Lined with video game palm trees, it’s the kind of place that begs for misbehavior even if you’re driving a rented Corolla. But behind the wheel of a McLaren — especially when it’s the latest offspring in their legendary Longtail family — you might as well be licking your lips with a forked tongue.

You’ll be gunning the British performance marque’s spectacular twin-turbo V-8 to make it howl, and burping lightning quick downshifts just to hear the 600LT bark and protest angrily at slowing down. 

The most delightfully obnoxious aspect of this latest Longtail, the 592-hp powerplant, is not the most revelatory. 

That would be the 600LT’s agility and road feel: the steering is so communicative if feels like you’re tracing your fingertips on top of Sunset’s pocked concrete. In Track Mode it’s as if the Pirelli P Zero Trofeo R tires are so sensitive they could read braille.

McLaren

There’s so much chatter from the steering wheel, in fact, you’ll swear there’s no secret Sunset can hide from the 600LT. Which translates into an almost prescient agility: twitch the wheel and the Mac is already there, slicing the road like a scalpel incision. 

It’s dangerous in a way; at times my passenger, pale and white-knuckled, was too stressed to even peep a word of dissent, yet I was convinced the 600LT wasn’t even flirting with its limits. Its grip is so sure-footed you have to be on a closed circuit to even begin testing the mid-engined supercar’s limits.

Which makes sense, really. In the world of McLaren, the normally disparate worlds of “street car” and “race car” are never far apart. 

McLaren

Ever since their Formula One-inspired F1, often called the greatest road car ever made, the difference between what McLaren sells at showrooms and what they lock up in a paddock has never been all that considerable. But that distinction is even more blurred when it comes to their Longtail family.

Ever since the first of its name back in 1997, the “Longtail” designation bears great import in the history of McLaren.
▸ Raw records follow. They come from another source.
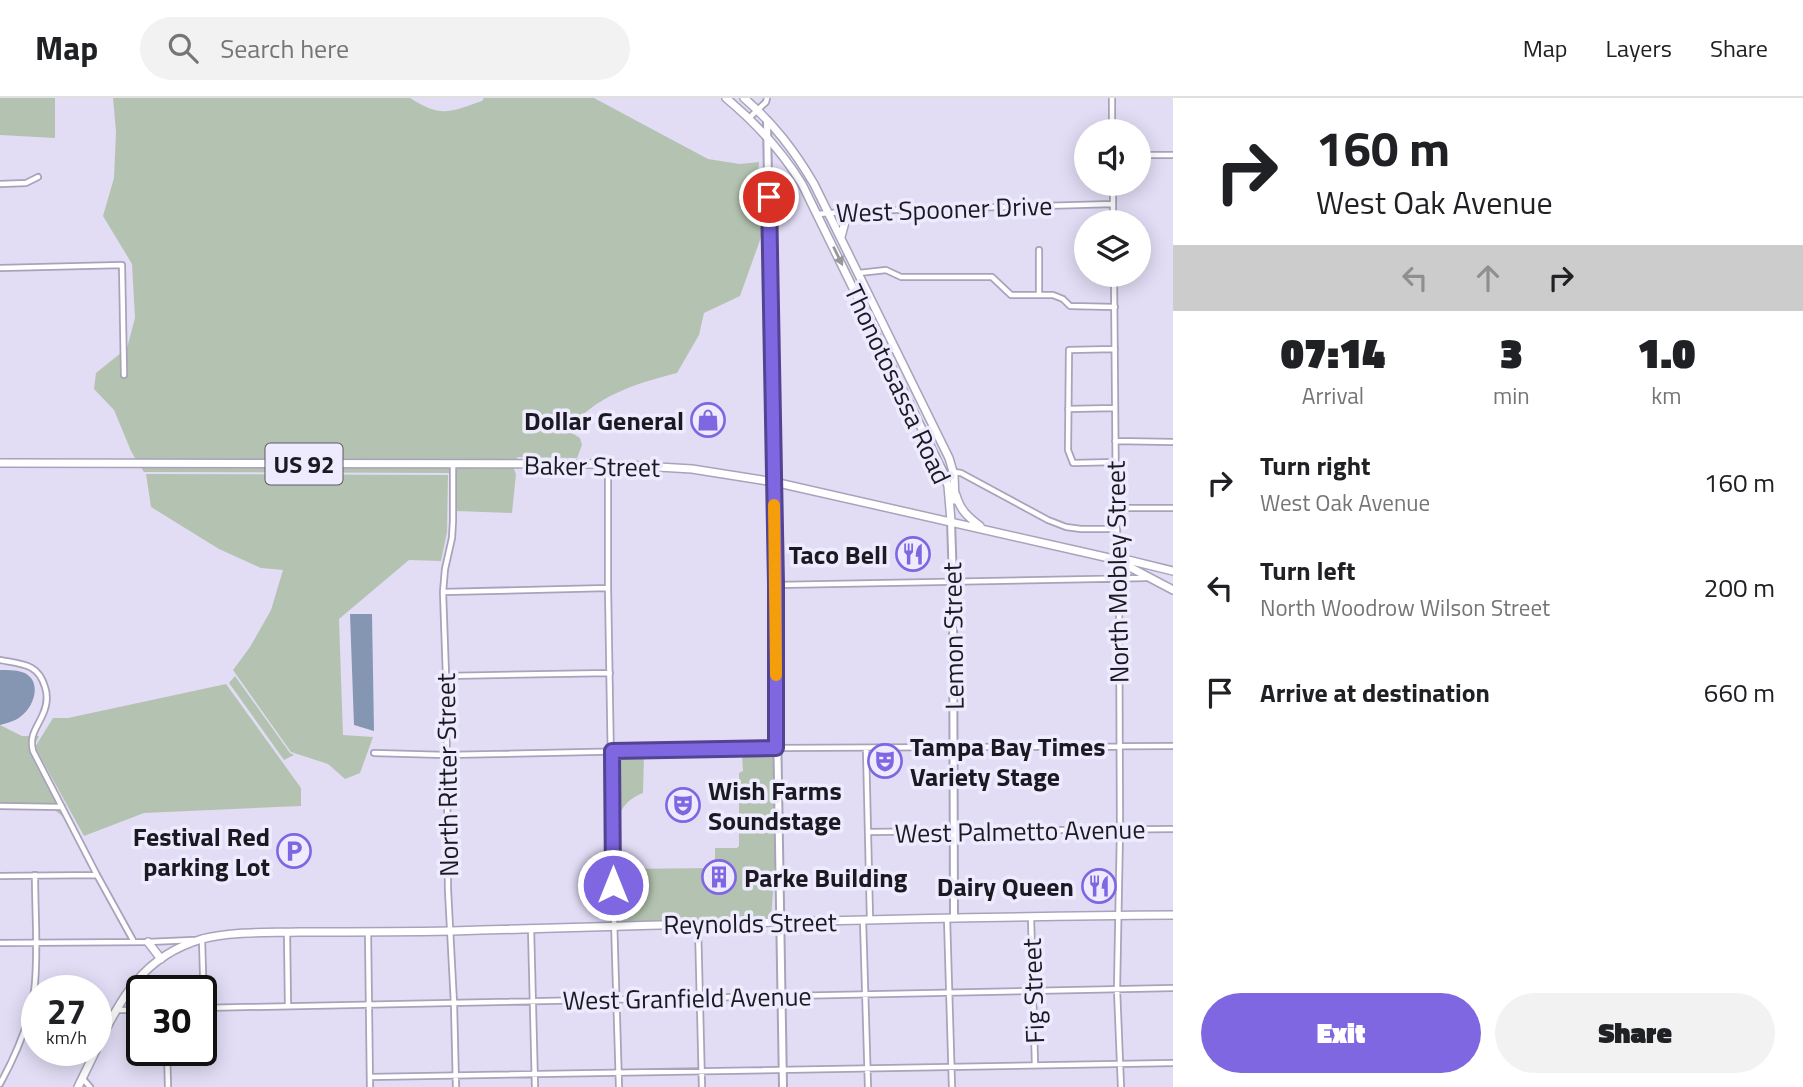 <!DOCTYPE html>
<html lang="en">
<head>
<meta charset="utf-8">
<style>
  :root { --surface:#fff; --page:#f2f2f2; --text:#202124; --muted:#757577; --line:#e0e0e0; --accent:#7f67e2 }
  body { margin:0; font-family:"Titillium Web",sans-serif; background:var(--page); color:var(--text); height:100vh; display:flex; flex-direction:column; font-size:26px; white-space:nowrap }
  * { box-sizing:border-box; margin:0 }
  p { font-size:23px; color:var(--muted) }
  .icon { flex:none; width:38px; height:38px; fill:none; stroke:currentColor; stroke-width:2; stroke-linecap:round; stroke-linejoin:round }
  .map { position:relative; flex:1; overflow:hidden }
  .drawer { display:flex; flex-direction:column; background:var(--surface); width:630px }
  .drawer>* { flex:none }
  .top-card { background:#fff; color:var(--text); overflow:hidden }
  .controls { position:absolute; left:1074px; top:21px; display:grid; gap:14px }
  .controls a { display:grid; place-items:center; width:77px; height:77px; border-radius:50%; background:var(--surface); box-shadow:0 4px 18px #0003; font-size:35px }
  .speed { position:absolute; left:21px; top:877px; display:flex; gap:14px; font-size:35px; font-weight:700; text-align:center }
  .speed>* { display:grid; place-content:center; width:91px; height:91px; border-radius:50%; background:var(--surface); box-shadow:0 4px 18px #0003; line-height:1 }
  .speed small { font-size:18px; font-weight:400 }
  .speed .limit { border:4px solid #111; border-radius:10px; background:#fff; color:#111 }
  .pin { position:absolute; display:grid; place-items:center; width:60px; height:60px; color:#fff; margin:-30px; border:4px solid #fff; border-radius:50%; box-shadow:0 2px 7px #0007 }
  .me { position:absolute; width:77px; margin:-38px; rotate:0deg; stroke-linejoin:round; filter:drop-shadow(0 0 5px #0008) }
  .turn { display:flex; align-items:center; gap:24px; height:147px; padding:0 28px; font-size:32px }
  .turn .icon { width:91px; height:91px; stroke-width:2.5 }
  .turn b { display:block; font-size:49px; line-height:60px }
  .lanes { display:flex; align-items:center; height:66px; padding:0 28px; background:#0003; justify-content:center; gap:35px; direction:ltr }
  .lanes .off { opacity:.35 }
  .eta { display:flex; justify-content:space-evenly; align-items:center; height:119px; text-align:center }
  .eta b { font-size:42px; font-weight:800; line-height:49px }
  .cta { display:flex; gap:14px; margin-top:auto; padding:14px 28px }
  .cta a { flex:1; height:80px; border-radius:42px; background:var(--accent); color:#fff; font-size:28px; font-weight:800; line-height:80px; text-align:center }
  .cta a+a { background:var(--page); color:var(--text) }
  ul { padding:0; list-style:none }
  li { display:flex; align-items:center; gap:21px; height:105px; padding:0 28px }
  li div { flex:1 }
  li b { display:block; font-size:26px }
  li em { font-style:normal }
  header { display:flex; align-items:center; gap:42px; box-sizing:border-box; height:98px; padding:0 35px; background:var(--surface); border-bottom:2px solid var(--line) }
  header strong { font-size:33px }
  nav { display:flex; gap:38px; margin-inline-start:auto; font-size:24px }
  .search { width:490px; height:63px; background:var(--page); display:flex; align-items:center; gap:18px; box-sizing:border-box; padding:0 24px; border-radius:38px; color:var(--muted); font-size:26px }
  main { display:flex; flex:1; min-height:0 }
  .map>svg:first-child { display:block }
</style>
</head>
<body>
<header>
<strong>Map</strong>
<div class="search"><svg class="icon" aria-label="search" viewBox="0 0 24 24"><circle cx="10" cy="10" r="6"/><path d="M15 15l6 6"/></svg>Search here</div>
<nav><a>Map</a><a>Layers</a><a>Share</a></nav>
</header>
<main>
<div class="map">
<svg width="1173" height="989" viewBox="0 0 1173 989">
  <rect width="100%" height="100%" fill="#e2ddf5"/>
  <path fill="#b4c3b1" d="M0,0H55V40L0,37Z
    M113,0H410C441,20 450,14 482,3L484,0H594L708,61L740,66L759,64L756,103L765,128L740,198L704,215L699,237L677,275C634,286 595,298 566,334L572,335L580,340L582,347L577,360L518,359L514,363L136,362L131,353L114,312L94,291L96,275L127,250L135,220L132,166L103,118L114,80L116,34Z
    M140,368L450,369V375L144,374Z
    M456,369H513L516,376L512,415L456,413Z
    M146,376L448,377L447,434L441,463L409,462L339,521L343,637L373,639L360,675L345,681L328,666L291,654L233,572L250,549L271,512L283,472L261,470L219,451L151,409Z
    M235,578L290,655L294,657L284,662L229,585Z
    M226,586L301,690V708L144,715L84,738L35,649L53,620H68Z
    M0,627L22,638H39L33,650L76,728L53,711L0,709Z
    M773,655L776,753L771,821L623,824L618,771L715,770V750H737L739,748V675L743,673L742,656Z
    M644,656L643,695C633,698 620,709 619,720L617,721L616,657Z"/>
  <path fill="#8596b2" d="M350,516H372L374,633L354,627Z
    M0,572C7,572 15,572 22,574C43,581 35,609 20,619C15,623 7,625 0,627Z"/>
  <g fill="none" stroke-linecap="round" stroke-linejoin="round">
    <g stroke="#a8a3ba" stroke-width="8">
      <path id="minor" d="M1112,0V33
        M749,20L766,4L767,0
        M1139,57H1173
        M0,86L26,85L38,79
        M1113,86V124
        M818,116L856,113L1113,106
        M1039,152V197
        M0,170L122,167L124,277
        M859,175L886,172L901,179H992L1011,197H1053L1063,201L1070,208L1115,209
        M1114,177L1116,410L1119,481L1120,732L1117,891L1121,989
        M1115,251L1069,252L1068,352L1073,365L1116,364
        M1068,311L1115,310
        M1115,343L1173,344
        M453,366V423L452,440L445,471L443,494L446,578L448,792L454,906L456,989
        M608,366V490L613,787L619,989
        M954,374L961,375L1048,422L1066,429L1081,431H1117
        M1116,410H1173
        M776,487L1146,480
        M443,494L608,490
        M0,562C21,566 38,565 45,589C48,598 47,607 43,616C37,630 29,637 33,653L97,777L134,844
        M446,578L610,575
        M866,650L870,821
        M374,655L446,657L776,650L1173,648
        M0,708L62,709
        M868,734L1173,731
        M0,778L97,777
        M1031,819L1035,967
        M947,820L952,989
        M863,822L868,989
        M698,827L702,989
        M531,830L535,989
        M368,834L370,989
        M287,835L288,908
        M202,841L204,910
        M0,845L148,844L193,842
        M201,910L1173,890
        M116,912H142
        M167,952L168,989
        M370,979L1173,965
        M83,981L90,989
        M0,986C17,955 32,921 35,885C38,849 35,813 35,777"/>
    </g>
    <g stroke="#a8a3ba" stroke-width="10">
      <path id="tertiary" d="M767,22L783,989
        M951,423L953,483L954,820"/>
    </g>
    <g stroke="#a8a3ba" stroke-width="10">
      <path id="secondary" d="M726,0C756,25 781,52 802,86L943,374L948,388L951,423
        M744,0C774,26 794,52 814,86L949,360L954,377L955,402
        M841,139L845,124L856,113
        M148,844L161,861
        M96,951C121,900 143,858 202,841C233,833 267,835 299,834C350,834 401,834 452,833C692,826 933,819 1173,817
        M78,989L96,952"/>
    </g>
    <g stroke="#a8a3ba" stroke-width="10">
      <path id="primary" d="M0,365L608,366L692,371L774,384L1118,462L1124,461L1173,473
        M956,397C960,412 968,419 980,428
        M1118,462L1122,465L1173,492"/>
    </g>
    <use href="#minor" stroke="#fff" stroke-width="4.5"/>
    <use href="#tertiary" stroke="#fff" stroke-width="6"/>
    <use href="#secondary" stroke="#fff" stroke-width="7"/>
    <use href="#primary" stroke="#fff" stroke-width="7"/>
  </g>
  <defs><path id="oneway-solid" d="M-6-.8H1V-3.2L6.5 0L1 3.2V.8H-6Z" transform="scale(1.75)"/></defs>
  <use fill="#98989c" href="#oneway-solid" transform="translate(838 158) rotate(64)"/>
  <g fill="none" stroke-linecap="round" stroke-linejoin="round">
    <g stroke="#534393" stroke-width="18">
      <path id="route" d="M613,787L612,653L776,650V487L769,99"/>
    </g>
    <use href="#route" stroke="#7f67e2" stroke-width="12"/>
    <path stroke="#f59e0b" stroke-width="12" d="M774,407L776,577"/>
  </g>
  <defs>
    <g id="shop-ring" transform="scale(1.75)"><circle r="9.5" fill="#efebfe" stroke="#7f67e2" stroke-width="1.5"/><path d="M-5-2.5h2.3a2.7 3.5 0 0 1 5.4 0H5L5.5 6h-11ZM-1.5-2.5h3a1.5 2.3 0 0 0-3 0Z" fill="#7f67e2"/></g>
    <g id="restaurant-ring" transform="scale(1.75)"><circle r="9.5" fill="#efebfe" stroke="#7f67e2" stroke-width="1.5"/><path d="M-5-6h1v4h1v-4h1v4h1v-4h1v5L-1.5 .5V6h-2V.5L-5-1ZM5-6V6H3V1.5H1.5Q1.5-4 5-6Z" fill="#7f67e2"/></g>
    <g id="theatre-ring" transform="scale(1.75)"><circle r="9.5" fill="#efebfe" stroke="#7f67e2" stroke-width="1.5"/><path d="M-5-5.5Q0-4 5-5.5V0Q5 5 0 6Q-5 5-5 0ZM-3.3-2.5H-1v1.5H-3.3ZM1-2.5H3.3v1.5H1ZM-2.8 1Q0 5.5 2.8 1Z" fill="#7f67e2"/></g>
    <g id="parking-ring" transform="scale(1.75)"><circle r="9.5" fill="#efebfe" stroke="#7f67e2" stroke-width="1.5"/><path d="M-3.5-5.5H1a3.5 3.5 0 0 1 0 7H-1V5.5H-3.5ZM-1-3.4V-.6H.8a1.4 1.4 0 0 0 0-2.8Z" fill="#7f67e2"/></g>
    <g id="building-ring" transform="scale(1.75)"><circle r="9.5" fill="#efebfe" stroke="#7f67e2" stroke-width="1.5"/><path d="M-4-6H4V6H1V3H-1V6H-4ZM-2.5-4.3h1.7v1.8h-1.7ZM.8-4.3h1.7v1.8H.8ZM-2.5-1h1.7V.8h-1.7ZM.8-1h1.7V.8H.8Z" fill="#7f67e2"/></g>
  </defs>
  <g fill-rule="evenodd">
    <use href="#shop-ring" x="708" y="322"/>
    <use href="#restaurant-ring" x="913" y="456"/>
    <use href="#theatre-ring" x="885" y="663"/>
    <use href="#theatre-ring" x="683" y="707"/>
    <use href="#parking-ring" x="294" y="753"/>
    <use href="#building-ring" x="719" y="779"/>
    <use href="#restaurant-ring" x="1099" y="788"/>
  </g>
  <g text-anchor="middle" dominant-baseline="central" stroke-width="7" stroke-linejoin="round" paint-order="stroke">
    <rect fill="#efebfe" stroke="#5b5864" stroke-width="2" x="265.5" y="345.5" width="77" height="41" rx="5"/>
    <g font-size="24" font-weight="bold" fill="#1b1922">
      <text x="304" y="366">US 92</text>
    </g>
    <g font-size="26" fill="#1b1922" stroke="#efebfe">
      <text transform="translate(944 111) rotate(-2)">West Spooner Drive</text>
      <text transform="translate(898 286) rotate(65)">Thonotosassa Road</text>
      <text transform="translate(592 368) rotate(1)">Baker Street</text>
      <text transform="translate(1117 474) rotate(-91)">North Mobley Street</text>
      <text transform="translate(953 538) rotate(-91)">Lemon Street</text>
      <text transform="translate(447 677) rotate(-91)">North Ritter Street</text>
      <text transform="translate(1020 733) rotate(-1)">West Palmetto Avenue</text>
      <text transform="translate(750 825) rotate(-1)">Reynolds Street</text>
      <text transform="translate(1033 893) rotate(-92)">Fig Street</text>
      <text transform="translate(687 900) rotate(-1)">West Granfield Avenue</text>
    </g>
    <g font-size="26" font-weight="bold" fill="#1b1922" stroke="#efebfe" text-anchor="end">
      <text x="684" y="322">Dollar General</text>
      <text x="888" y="456">Taco Bell</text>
      <text x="910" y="648" text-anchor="start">Tampa Bay Times<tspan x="910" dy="30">Variety Stage</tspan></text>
      <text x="708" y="692" text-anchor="start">Wish Farms<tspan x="708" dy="30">Soundstage</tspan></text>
      <text x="270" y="738">Festival Red<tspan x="270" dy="30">parking Lot</tspan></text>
      <text x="744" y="779" text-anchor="start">Parke Building</text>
      <text x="1074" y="788">Dairy Queen</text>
    </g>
  </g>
</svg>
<div class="controls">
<a><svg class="icon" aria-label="sound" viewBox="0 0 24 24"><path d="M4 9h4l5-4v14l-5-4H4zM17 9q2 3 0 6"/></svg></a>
<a><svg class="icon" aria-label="layers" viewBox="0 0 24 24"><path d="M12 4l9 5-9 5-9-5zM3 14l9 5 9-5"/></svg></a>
</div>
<div class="speed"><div>27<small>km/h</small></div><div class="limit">30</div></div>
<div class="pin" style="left:769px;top:99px;background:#d93025"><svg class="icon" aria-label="arrive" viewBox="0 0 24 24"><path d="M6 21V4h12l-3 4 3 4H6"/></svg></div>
<svg class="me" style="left:613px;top:787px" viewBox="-20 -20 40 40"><circle r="17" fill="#7f67e2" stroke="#fff" stroke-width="3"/><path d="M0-11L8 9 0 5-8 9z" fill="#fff"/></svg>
</div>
<section class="drawer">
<div class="top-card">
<div class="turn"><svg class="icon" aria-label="right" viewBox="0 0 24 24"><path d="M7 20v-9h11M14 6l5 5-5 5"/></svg><div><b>160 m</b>West Oak Avenue</div></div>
<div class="lanes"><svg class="icon off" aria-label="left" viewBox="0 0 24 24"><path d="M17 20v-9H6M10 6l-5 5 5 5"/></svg><svg class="icon off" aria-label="ahead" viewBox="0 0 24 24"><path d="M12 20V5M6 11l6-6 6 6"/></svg><svg class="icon" aria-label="right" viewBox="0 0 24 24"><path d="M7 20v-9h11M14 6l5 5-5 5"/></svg></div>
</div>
<div class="eta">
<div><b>07:14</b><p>Arrival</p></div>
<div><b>3</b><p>min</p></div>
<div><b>1.0</b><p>km</p></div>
</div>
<ul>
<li><svg class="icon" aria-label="right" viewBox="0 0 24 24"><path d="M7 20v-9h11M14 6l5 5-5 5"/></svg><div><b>Turn right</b><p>West Oak Avenue</p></div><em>160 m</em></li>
<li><svg class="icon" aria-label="left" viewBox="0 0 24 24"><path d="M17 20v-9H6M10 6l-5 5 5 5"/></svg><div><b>Turn left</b><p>North Woodrow Wilson Street</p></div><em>200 m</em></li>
<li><svg class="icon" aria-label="arrive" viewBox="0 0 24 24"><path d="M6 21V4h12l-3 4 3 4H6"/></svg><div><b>Arrive at destination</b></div><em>660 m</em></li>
</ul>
<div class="cta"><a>Exit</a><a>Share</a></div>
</section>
</main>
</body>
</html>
That F1 GTR Longtail was born as a response to the shady shenanigans other constructors were using to blur the line between “production cars” and homologated racecars in GT series. 

Focused on optimizing aerodynamics, shedding weight and increasing downforce, the F1 GTR Longtail went on to claim the top two podium spots at that year’s 24 Hours of Le Mans (beating the closest competitor by nearly 30 laps), and five of 11 FIA GT Championship races. 

McLaren

The 600LT is the fourth McLaren to bear the Longtail moniker, and like its great grandfather it too focuses on aerodynamics, weight and downforce. 

Dual top-exit exhaust ports — the most stirring visual difference between the 600LT and the 570S it is based on — check all three goals. 

McLaren engineers will tell you it’s to fit a new diffuser that shaves almost 30 pounds from the 570S, and along with a new rear wing helps add another 220 pounds of downforce. 

McLaren

But we know it’s really there for the drama.